I moonlight as the ring / cage-side photographer for amateur boxing and mixed martial arts events that take place at tribal casinos throughout California. These amateur events exist as an entry point for regional boxers and MMA fighters to make their way up the ranks and as opportunities for the host casinos to profit on alcohol sales. They are largely conducted at Native American casinos in order to circumvent state gaming regulations associated with full contact sporting events. This allows amateur fighters to compete without full regulation padding, avoid various levels of medical suspensions imposed by outside athletic commissions, and fight by rules outlined by the individual fight promoters.
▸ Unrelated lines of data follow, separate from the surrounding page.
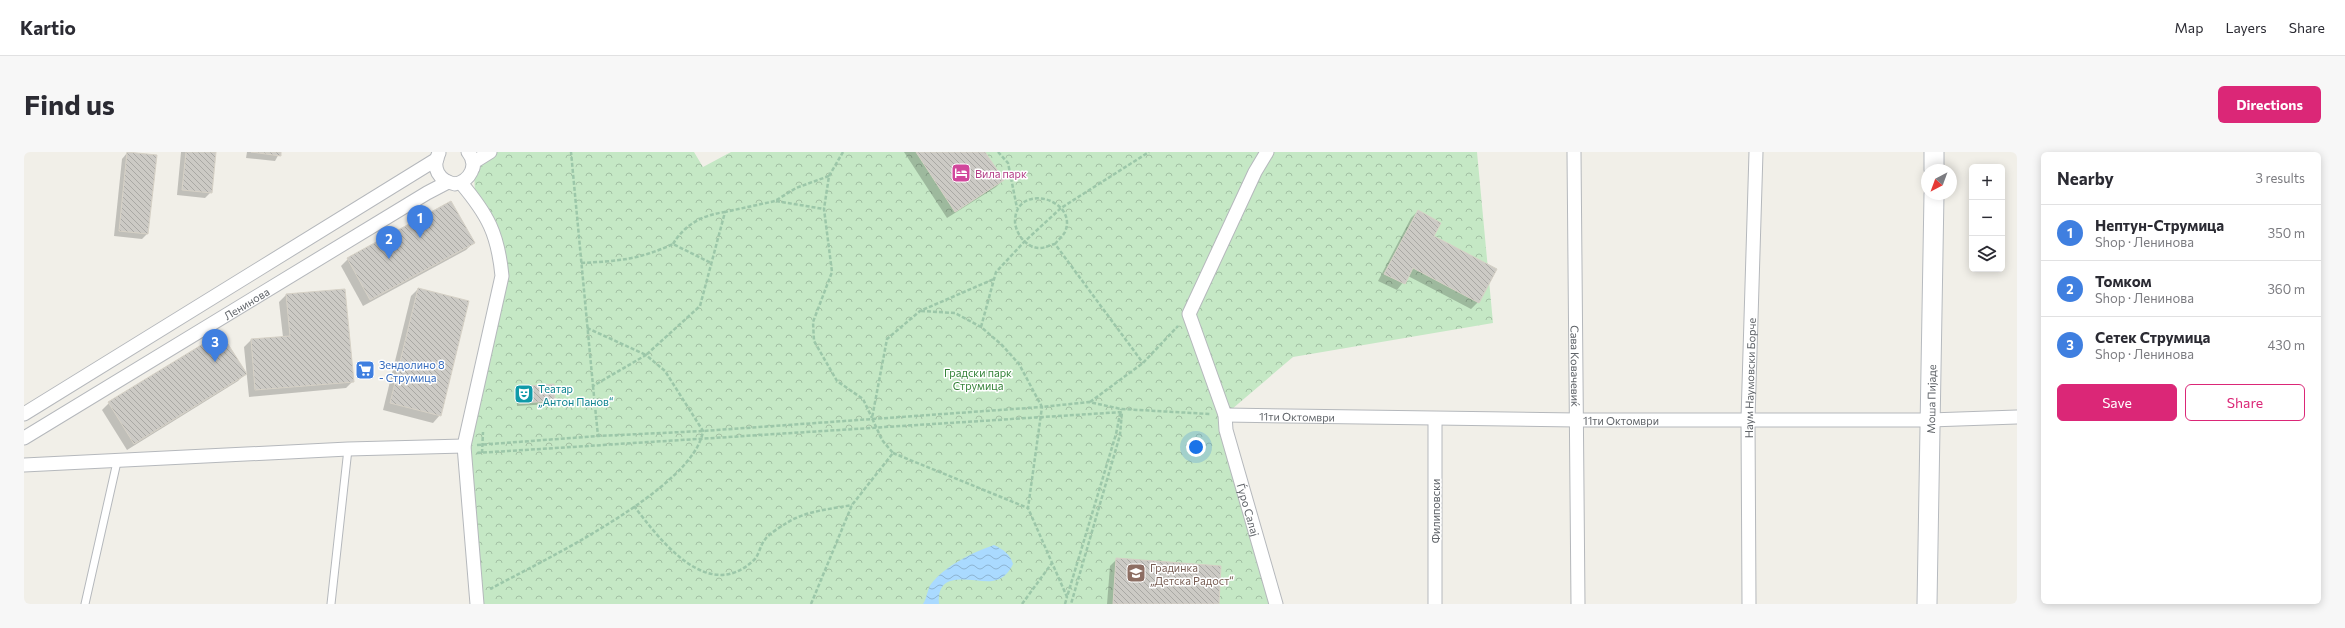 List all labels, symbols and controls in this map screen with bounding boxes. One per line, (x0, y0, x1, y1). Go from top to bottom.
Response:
text: Kartio (20, 16, 76, 39)
text: Map (2175, 19, 2203, 36)
text: Layers (2225, 19, 2267, 36)
text: Share (2289, 19, 2325, 36)
button: Directions (2218, 86, 2321, 123)
text: Find us (24, 87, 115, 121)
hotel icon: Вила парк (950, 162, 972, 184)
north arrow (1921, 164, 1957, 200)
map controls (1969, 164, 2005, 272)
button: + (1969, 164, 2005, 200)
place label: Вила парк (975, 167, 1027, 180)
text: Nearby (2057, 168, 2114, 189)
text: 3 results (2256, 170, 2305, 186)
button: − (1969, 200, 2005, 236)
pin: 1 (407, 205, 433, 238)
text: Нептун-Струмица (2095, 216, 2224, 234)
text: 1 (2067, 225, 2073, 241)
text: 350 m (2268, 225, 2305, 241)
pin: 2 (376, 226, 402, 259)
text: Shop · Ленинова (2095, 234, 2194, 250)
button: layers (1969, 236, 2005, 272)
text: Томком (2095, 272, 2152, 290)
text: 2 (2066, 281, 2074, 297)
text: 360 m (2267, 281, 2305, 297)
street label: Ленинова (221, 284, 271, 322)
text: Shop · Ленинова (2095, 290, 2194, 306)
street label: Наум Наумовски Борче (1741, 317, 1758, 438)
street label: Сава Ковачевиќ (1569, 325, 1583, 407)
text: Сетек Струмица (2095, 328, 2210, 346)
pin: 3 (202, 329, 228, 362)
text: 3 (2066, 337, 2074, 353)
text: 430 m (2267, 337, 2305, 353)
text: Shop · Ленинова (2095, 346, 2194, 362)
place label: Зендолино 8 - Струмица (379, 358, 445, 384)
supermarket icon: Зендолино 8 - Струмица (354, 359, 376, 381)
street label: Моша Пијаде (1923, 364, 1938, 434)
park label: Градски парк Струмица (944, 366, 1012, 392)
place label: Театар „Антон Панов“ (538, 382, 614, 408)
theatre icon: Театар „Антон Панов“ (513, 383, 535, 405)
button: Save (2057, 384, 2177, 421)
button: Share (2185, 384, 2305, 421)
street label: 11ти Октомври (1259, 409, 1335, 423)
street label: 11ти Октомври (1583, 414, 1659, 427)
your location (1186, 437, 1206, 457)
street label: Филиповски (1429, 479, 1442, 543)
street label: Ѓуро Салај (1235, 481, 1263, 538)
place label: Градинка „Детска Радост“ (1150, 561, 1234, 587)
school or university icon: Градинка „Детска Радост“ (1125, 562, 1147, 584) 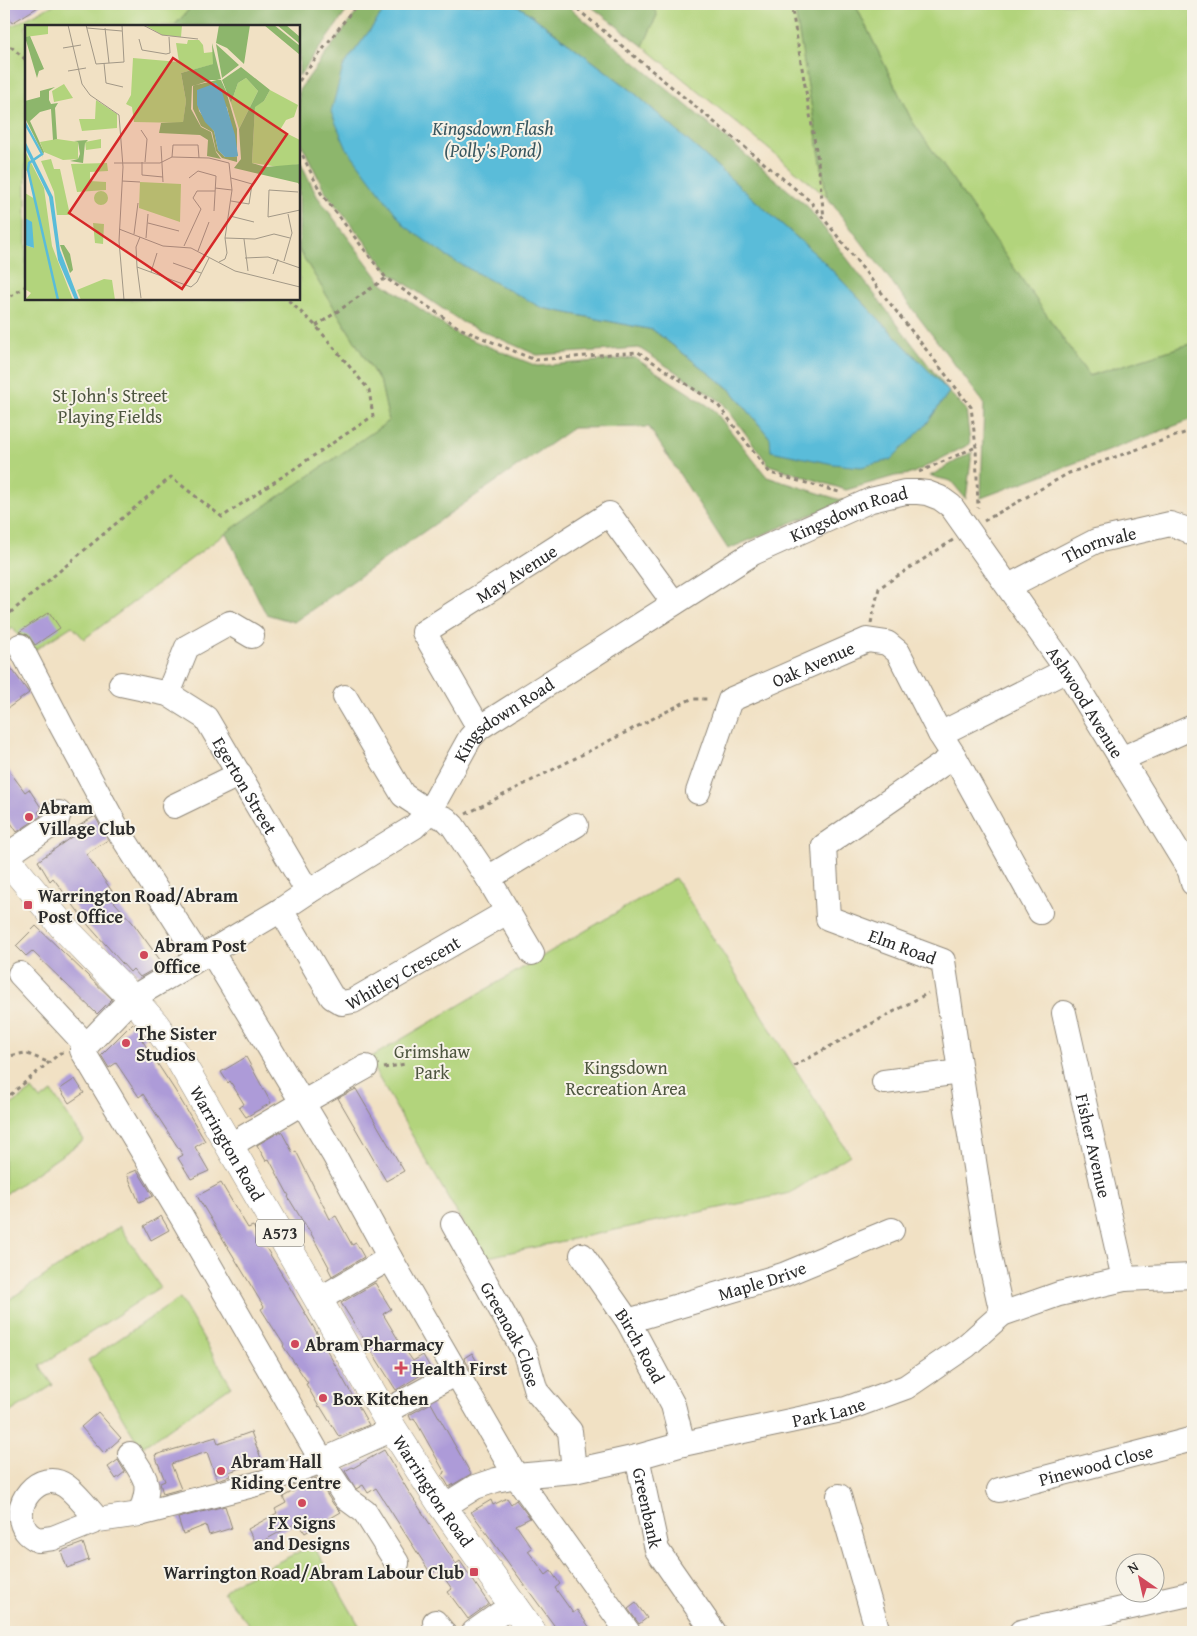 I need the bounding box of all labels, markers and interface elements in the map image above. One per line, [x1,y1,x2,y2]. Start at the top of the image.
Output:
inset map [25,25,300,300]
water label: Kingsdown Flash (Polly's Pond) [431,114,554,164]
park label: St John's Street Playing Fields [52,382,168,430]
street label: Kingsdown Road [785,478,910,548]
street label: Thornvale [1057,519,1139,570]
street label: May Avenue [470,537,562,609]
street label: Oak Avenue [767,634,859,694]
street label: Ashwood Avenue [1040,640,1131,763]
street label: Kingsdown Road [446,670,559,767]
street label: Egerton Street [206,731,285,840]
place label: Abram Village Club [39,794,135,842]
marker: Abram Village Club [23,811,35,823]
place label: Warrington Road/Abram Post Office [38,882,239,930]
marker: Warrington Road/Abram Post Office [22,899,34,911]
street label: Elm Road [865,921,941,971]
street label: Whitley Crescent [340,928,466,1016]
place label: Abram Post Office [154,932,247,980]
marker: Abram Post Office [138,949,150,961]
place label: The Sister Studios [136,1020,217,1068]
marker: The Sister Studios [120,1037,132,1049]
park label: Grimshaw Park [394,1038,470,1086]
park label: Kingsdown Recreation Area [566,1054,687,1102]
street label: Warrington Road [184,1080,272,1206]
street label: Fisher Avenue [1069,1091,1119,1200]
road number: A573 [256,1220,304,1246]
street label: Maple Drive [715,1253,810,1307]
street label: Greenoak Close [474,1276,548,1390]
street label: Birch Road [609,1302,672,1388]
place label: Abram Pharmacy [305,1331,445,1358]
marker: Abram Pharmacy [289,1338,301,1350]
place label: Health First [412,1355,507,1382]
marker: Health First [394,1361,408,1375]
place label: Box Kitchen [333,1385,429,1412]
street label: Park Lane [790,1390,869,1434]
marker: Box Kitchen [317,1392,329,1404]
street label: Warrington Road [386,1429,481,1552]
street label: Pinewood Close [1035,1437,1156,1493]
place label: Abram Hall Riding Centre [231,1448,341,1496]
marker: Abram Hall Riding Centre [215,1465,227,1477]
street label: Greenbank [626,1465,670,1552]
marker: FX Signs and Designs [296,1497,308,1509]
place label: FX Signs and Designs [254,1509,350,1557]
north arrow [1114,1554,1164,1604]
text: N [1123,1556,1143,1578]
place label: Warrington Road/Abram Labour Club [163,1559,464,1586]
marker: Warrington Road/Abram Labour Club [468,1566,480,1578]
In between shooting the graphic headlock images and sexy ring girl portraits that are used for the casino billboard advertisements, I make photographs for my own ethnographic art practice. Functioning as an American rite of passage, these public showdowns contain both ceremonial pageantry and messy, bodily chaos. I am interested in the rituals involved in the showdowns, the fighters’ ability and inability to harness a sense of bravado, and the spectators and trainers that surround the short bursts of violence.
From the viewpoint of a female photographer embedded in and at service to this male-dominated subculture, this photo series offers a distinct visual narrative to the sports genre. Employing choreographed images and straight visual documents, I am influenced by tough-guy personas and stereotypical images of fight culture machismo supplied by popular culture. I am constantly aware of these formulaic images of masculinity while examining the edges of the pomp and circumstance along the ring.